Télévision

On savait Netflix, le service de SVOD (Subscription Video On Demand), puissant. 

Et lancé dans un vaste plan de conquête des foyers, au moyen de productions propres toujours plus nombreuses, et, souvent, qualitatives, essentiellement sur le terrain des séries télé ( Orange is the New Black, Narcos, Stranger Things, Crown, les séries Marvel, House of Cards) mais aussi des docus ( A Chef’s Table, Making a Murderer ou Last Chance U). Mais la firme de Reed Hastings n’avait jamais frappé aussi fort.
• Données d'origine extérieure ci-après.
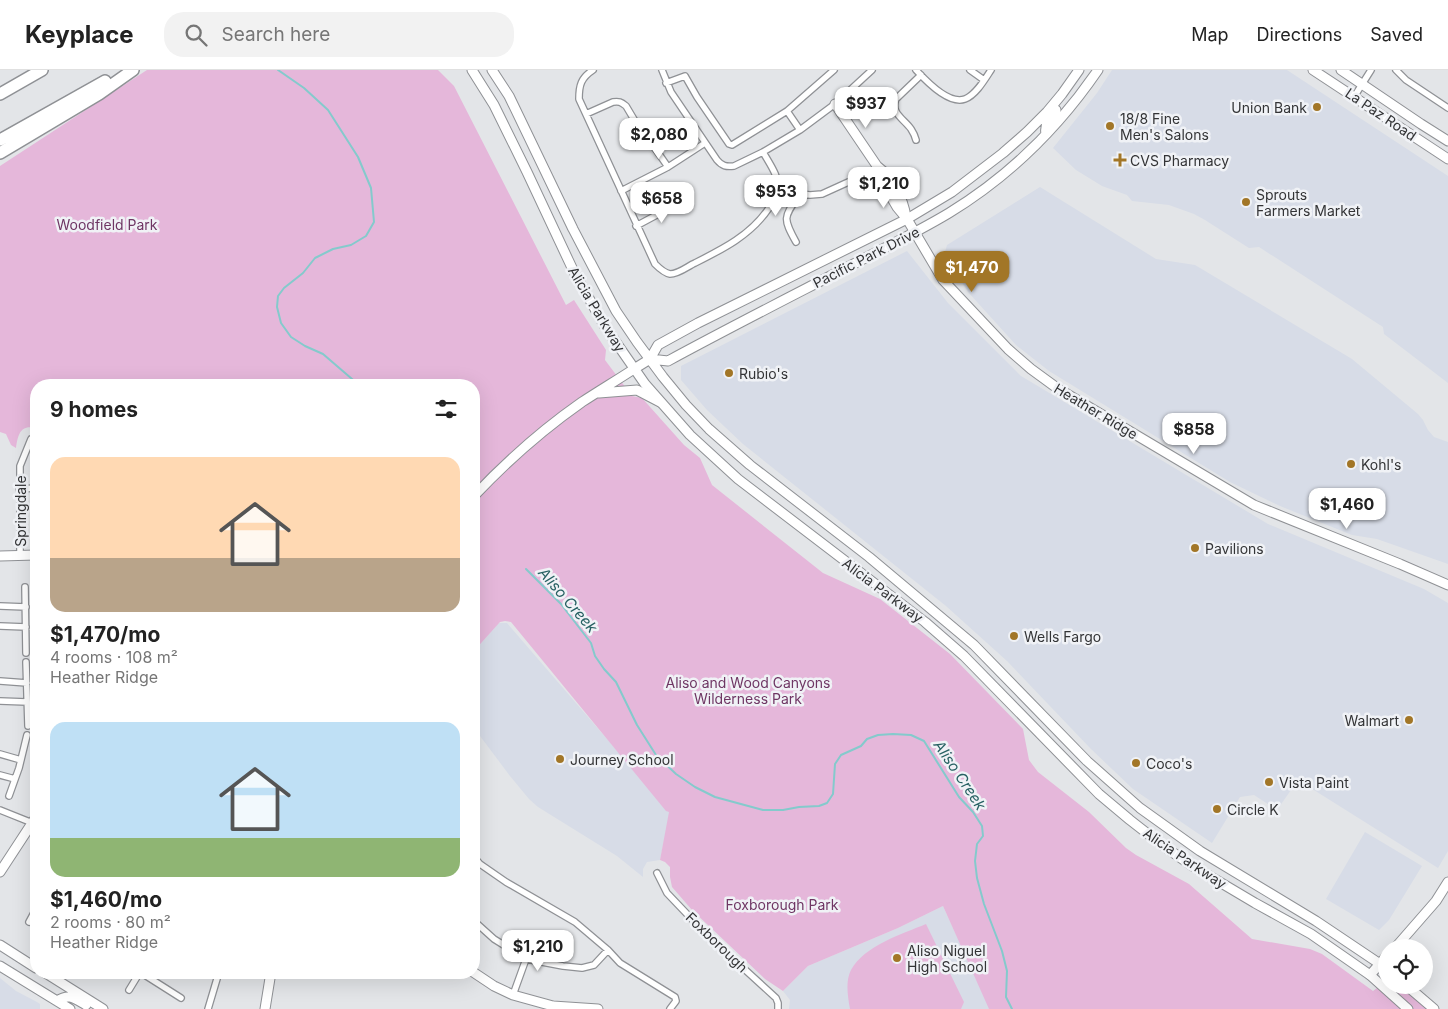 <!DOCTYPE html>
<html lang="en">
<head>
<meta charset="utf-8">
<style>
  body { margin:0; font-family:Inter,sans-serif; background:#f2f2f2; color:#222; height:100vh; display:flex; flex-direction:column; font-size:19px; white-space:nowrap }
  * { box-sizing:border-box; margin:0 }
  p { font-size:16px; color:#767676 }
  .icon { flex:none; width:28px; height:28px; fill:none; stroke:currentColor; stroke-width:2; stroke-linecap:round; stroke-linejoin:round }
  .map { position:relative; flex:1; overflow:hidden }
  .side { position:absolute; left:30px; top:309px; width:450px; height:600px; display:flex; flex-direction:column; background:#fff; border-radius:20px; box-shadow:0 5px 20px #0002 }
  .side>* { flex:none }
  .controls { position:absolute; left:1378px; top:869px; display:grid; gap:10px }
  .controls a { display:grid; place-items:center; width:55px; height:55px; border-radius:50%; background:#fff; box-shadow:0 5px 20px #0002; font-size:25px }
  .price { position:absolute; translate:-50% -42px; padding:0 11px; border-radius:10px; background:#fff; color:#222; font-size:16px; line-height:32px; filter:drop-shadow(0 1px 2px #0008) }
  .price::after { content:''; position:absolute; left:50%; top:30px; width:15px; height:11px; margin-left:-8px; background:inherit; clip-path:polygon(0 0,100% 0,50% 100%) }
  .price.current { background:#a27627; color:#fff }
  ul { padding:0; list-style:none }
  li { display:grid; align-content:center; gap:10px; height:265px; padding:0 20px }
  li span { display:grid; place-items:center; height:155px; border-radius:15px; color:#555 }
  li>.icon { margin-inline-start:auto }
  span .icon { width:90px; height:90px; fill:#fffc; stroke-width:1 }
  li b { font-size:21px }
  h2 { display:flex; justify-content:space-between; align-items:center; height:60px; padding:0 20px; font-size:21px }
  header { display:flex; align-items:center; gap:30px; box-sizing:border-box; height:70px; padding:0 25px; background:#fff; border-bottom:1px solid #e0e0e0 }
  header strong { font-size:24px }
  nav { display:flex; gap:28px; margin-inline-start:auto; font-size:18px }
  .search { width:350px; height:45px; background:#f2f2f2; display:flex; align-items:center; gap:12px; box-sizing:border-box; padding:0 18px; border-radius:20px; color:#767676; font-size:19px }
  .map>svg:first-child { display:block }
  .built { fill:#d7dce7 }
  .green { fill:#e5b7da }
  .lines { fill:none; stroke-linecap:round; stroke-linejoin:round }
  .stream { stroke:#84cacc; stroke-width:2 }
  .street-casing { stroke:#8f9195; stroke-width:8 }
  .secondary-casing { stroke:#8f9195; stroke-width:11 }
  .primary-casing { stroke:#8f9195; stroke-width:11 }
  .highway-casing { stroke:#8f9195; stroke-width:14 }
  .street { stroke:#fff; stroke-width:5.5 }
  .secondary { stroke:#fff; stroke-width:9 }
  .primary { stroke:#fff; stroke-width:9 }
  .highway { stroke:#fff; stroke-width:11 }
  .poi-dot { fill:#a27627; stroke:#f0f2f6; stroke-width:2 }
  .labels { text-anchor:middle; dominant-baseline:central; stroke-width:5; stroke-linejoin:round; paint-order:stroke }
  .poi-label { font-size:14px; fill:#333436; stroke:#f0f2f6; text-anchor:start }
  .street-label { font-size:14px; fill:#333436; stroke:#f0f2f6 }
  .park-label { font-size:14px; fill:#6f3664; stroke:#f0f2f6 }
  .water-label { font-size:15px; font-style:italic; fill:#276163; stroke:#f0f2f6 }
</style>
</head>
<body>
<header>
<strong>Keyplace</strong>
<div class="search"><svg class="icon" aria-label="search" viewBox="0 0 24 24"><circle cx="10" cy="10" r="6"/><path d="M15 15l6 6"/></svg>Search here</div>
<nav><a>Map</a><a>Directions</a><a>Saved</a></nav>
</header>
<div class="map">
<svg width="1448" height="939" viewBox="0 0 1448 939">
  <rect width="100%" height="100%" fill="#e3e5e8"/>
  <!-- built -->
  <path class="built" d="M1112 0H1287L1448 106V313L1384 264 1383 257 1259 177 1249 178 1205 150 1194 144 1169 135 1132 131 1127 125 1102 116 1076 100 1053 78 1097 23Z
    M1040 117 1156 189 1195 195 1352 289 1418 344 1423 350 1428 360 1434 367 1448 372V494L1377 469 1352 465 1280 436 1230 412 1049 301 1016 275 968 222 944 185 947 175Z
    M907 181 948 233 1021 306 1268 454 1424 519 1448 533V781L1438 798 1298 710 1277 740 1254 725 1240 727 1212 773 1133 719 1091 679 1007 591 946 536 743 374 707 340 681 310V296Z
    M499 553H507L670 742 660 790 647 792 643 799V807L617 786 538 737 529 729 510 706 474 658V581Z
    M1365 762 1422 796 1389 850 1379 860 1326 829Z
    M943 836 990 939H789L790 930 783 921 808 896 898 858Z
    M0 908 16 921 37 932 40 934V939H0Z"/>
  <!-- green -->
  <path class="green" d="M147 0H438L454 16 566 235 574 230 606 280 605 290 632 326 642 328 684 375 700 388 712 415 823 503 880 529 950 584 1023 659 1029 690 1038 702 1089 742 1126 778 1136 785 1189 814 1252 869 1310 879 1322 884 1373 921 1381 915H1393L1411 925 1428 939H989L943 836 898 858 808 896 783 921 765 909 692 840 672 817 670 807V797L665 792 660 790 669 742 666 741 511 552 505 551 500 552 474 581V315H36V358C20 354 18 365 16 378L11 375 6 364 0 362V96Z
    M926 854 964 932 961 939H850C848 927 845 912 851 900 864 876 902 864 926 854Z"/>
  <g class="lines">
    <!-- stream -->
    <path class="stream" d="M278 0 304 18 328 40 358 87 371 118 374 152 366 166 351 175 333 179 315 188 303 203 284 218 278 226 277 237 281 253 291 267 305 276 323 284 359 315
      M526 499 561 534 591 573 595 586 604 599 616 612 637 655 656 685 676 704 695 717 715 727 763 740H783L799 737 819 736 827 733 833 724 835 694 841 685 861 676 867 669 878 665 893 664 911 665 924 671 959 727 973 742 982 756 983 766 977 774 975 791 977 808 984 834 1002 881 1007 901 1006 927 1012 939"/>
    <defs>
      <path id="street" d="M593 0C581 8 579 15 579 29L655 194C659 198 664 203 670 204 679 204 688 196 695 193 723 179 751 165 769 138 773 133 777 127 778 121 780 107 769 93 763 82
        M662 0 671 22 717 90C722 96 726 97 734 96L763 82 800 60 835 34 872 0
        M916 0C926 11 949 35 965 29 976 25 985 9 991 0
        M970 0 984 10
        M1396 0 1406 10 1448 38
        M666 13 685 6 697 27 729 74 732 75 787 41 834 0
        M1354 27 1371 0
        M787 41 800 60
        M586 44 613 32C619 31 621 32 626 36L645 68 652 74 668 97
        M916 70C915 66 913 62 911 59 904 49 890 43 896 29L921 5
        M621 121 668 97 705 73
        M778 121 810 125 822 124 855 109
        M636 156 677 134
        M796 172C782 147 784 147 800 124
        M19 419 36 418
        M20 486V396L31 369
        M25 517 26 583
        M0 536 26 537
        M0 556 26 557
        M26 592 28 656
        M0 611 27 613
        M0 631 27 632
        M0 684 21 690
        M0 705 15 709
        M9 726 19 698 27 665
        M0 740 35 754
        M474 787 480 794 506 812 575 852 608 880 620 893 675 927 676 931 670 939
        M657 803 667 823 706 864 776 928 778 933V939
        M474 851 494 869 526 889 563 896 582 898 594 895 608 880
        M29 852 36 839
        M140 902 181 928
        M242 902 244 903
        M129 920 140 902
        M513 925 526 889
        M208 939 219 902"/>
      <path id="secondary" d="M835 34 877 96C893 108 903 128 906 147
        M877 96 880 108 897 137 907 149 943 210 1008 279 1031 299 1057 318 1254 435 1400 494 1448 515
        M599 323 637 320 660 332
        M474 426C507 391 542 360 582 332 599 321 617 310 634 299
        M0 486 36 485
        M0 802 36 747
        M1395 878 1436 831 1448 812
        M473 902 494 916 513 925 553 936 598 939
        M1370 905 1386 887
        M265 939 271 902"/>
      <path id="primary" d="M472 0 494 35 527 102 573 200 604 255 645 314 690 365 738 409 925 552 964 586 1099 724 1130 750 1162 775 1191 795 1255 833 1311 864 1370 905 1408 939
        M492 0 509 26 573 159 616 241 637 272 663 307 686 335 709 359 750 395 869 487 974 575 1087 691 1140 738 1200 781 1316 851 1386 898
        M1313 0 1448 89
        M1341 0 1421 54 1448 71
        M1046 64C1044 54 1050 47 1056 40
        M650 289 668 291C725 260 784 230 842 200 878 181 914 164 949 143 1008 107 1059 57 1098 0
        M634 299 650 289 658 275 698 253 907 149 952 122 1003 83 1027 62 1047 42 1062 24 1079 0
        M0 875 36 898
        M0 896 70 939
        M44 902 103 939
        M1406 915 1434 939
        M57 931C69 923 74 928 86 935"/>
      <path id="highway" d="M0 24 42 0
        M0 70 105 11
        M0 83 99 24 133 0"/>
    </defs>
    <!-- street casing -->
    <use href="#street" class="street-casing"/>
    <!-- secondary casing -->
    <use href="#secondary" class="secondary-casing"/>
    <!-- primary casing -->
    <use href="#primary" class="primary-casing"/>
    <!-- highway casing -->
    <use href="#highway" class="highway-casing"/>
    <!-- street -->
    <use href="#street" class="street"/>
    <!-- secondary -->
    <use href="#secondary" class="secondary"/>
    <!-- primary -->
    <use href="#primary" class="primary"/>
    <!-- highway -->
    <use href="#highway" class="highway"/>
  </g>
  <!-- markers -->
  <g class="poi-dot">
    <circle cx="1317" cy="37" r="5"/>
    <circle cx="1110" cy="56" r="5"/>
    <path d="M1117.5 82.5h5v5h5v5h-5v5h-5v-5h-5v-5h5z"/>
    <circle cx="1246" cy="132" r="5"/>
    <circle cx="729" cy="303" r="5"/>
    <circle cx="1351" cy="394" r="5"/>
    <circle cx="1195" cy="478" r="5"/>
    <circle cx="1014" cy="566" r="5"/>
    <circle cx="1409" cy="650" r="5"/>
    <circle cx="560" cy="689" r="5"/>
    <circle cx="1136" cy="693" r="5"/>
    <circle cx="1269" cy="712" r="5"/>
    <circle cx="1217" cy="739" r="5"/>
    <circle cx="897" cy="888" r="5"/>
  </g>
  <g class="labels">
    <!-- poi labels -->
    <g class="poi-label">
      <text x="1307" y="37" text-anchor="end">Union Bank</text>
      <text x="1120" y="48">18/8 Fine<tspan x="1120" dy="16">Men's Salons</tspan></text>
      <text x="1130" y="90">CVS Pharmacy</text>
      <text x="1256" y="124">Sprouts<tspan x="1256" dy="16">Farmers Market</tspan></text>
      <text x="739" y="303">Rubio's</text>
      <text x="1361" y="394">Kohl's</text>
      <text x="1205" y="478">Pavilions</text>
      <text x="1024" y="566">Wells Fargo</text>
      <text x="1399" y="650" text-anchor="end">Walmart</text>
      <text x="570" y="689">Journey School</text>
      <text x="1146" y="693">Coco's</text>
      <text x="1279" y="712">Vista Paint</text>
      <text x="1227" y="739">Circle K</text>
      <text x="907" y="880">Aliso Niguel<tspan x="907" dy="16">High School</tspan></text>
    </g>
    <!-- street labels -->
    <g class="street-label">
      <text transform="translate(1381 44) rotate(34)">La Paz Road</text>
      <text transform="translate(866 187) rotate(-27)">Pacific Park Drive</text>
      <text transform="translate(597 239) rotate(59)">Alicia Parkway</text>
      <text transform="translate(1096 341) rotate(31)">Heather Ridge</text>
      <text transform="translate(20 441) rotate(-90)">Springdale</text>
      <text transform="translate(883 520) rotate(37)">Alicia Parkway</text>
      <text transform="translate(1185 788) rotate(34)">Alicia Parkway</text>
      <text transform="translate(717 872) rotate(44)">Foxborough</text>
    </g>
    <!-- park labels -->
    <g class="park-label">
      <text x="107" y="154">Woodfield Park</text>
      <text x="748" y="612">Aliso and Wood Canyons<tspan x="748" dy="16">Wilderness Park</tspan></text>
      <text x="782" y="834">Foxborough Park</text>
    </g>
    <!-- water labels -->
    <g class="water-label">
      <text transform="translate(568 530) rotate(49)">Aliso Creek</text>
      <text transform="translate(960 705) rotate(56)">Aliso Creek</text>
    </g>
  </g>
</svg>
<div class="controls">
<a><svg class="icon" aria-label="locate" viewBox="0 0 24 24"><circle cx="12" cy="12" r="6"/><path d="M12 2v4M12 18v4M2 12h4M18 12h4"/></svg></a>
</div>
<b class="price" style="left:866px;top:59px">$937</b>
<b class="price" style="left:659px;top:90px">$2,080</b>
<b class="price" style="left:884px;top:139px">$1,210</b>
<b class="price" style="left:776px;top:147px">$953</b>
<b class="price" style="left:662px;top:154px">$658</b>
<b class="price current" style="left:972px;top:223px">$1,470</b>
<b class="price" style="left:1194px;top:385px">$858</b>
<b class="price" style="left:1347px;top:460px">$1,460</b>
<b class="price" style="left:538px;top:902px">$1,210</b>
<section class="side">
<h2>9 homes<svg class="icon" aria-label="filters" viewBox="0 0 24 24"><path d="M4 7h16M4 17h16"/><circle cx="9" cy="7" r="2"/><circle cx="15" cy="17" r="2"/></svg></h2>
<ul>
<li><span style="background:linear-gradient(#ffd9b3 65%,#b9a48a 0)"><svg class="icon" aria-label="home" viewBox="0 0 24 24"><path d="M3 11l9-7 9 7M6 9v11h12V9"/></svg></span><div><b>$1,470/mo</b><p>4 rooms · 108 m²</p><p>Heather Ridge</p></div></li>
<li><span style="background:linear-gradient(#bfe0f5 75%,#8fb573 0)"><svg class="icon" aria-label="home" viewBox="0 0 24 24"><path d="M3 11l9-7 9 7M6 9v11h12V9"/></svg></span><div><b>$1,460/mo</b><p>2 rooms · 80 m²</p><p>Heather Ridge</p></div></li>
</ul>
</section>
</div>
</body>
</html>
Netflix vient de se payer l’exclusivité d’un triumvirat magique du cinéma (à tout le moins du cinéma de gangsters). The Irishman, futur long-métrage du sieur Scorsese, réunissant Robert De Niro et Al Pacino, sans oublier l’inimitable Joe Pesci (qui doit encore confirmer sa présence au casting), ne sortira qu’en rares salles bien choisies aux États-Unis (histoire de pouvoir truster un Oscar). Pour le reste, Netflix dispose des droits d’exploitation exclusifs de The Irishman, qu’il distribuera sur sa plate-forme dans les 93 pays où il est présent. Un deal que la plate-forme aurait conclu pour quelque 105 millions de dollars, garantissant au père des Affranchis la totale liberté de ton qu’on lui sait chère.

Le projet, une adaptation d’un roman mafieux, est vieux de dix ans. L’échec commercial de Silence, le dernier Scorsese en date, a fini de refroidir la Paramount d’y investir les 150 millions exigés initialement. Netflix a sauté sur la balle.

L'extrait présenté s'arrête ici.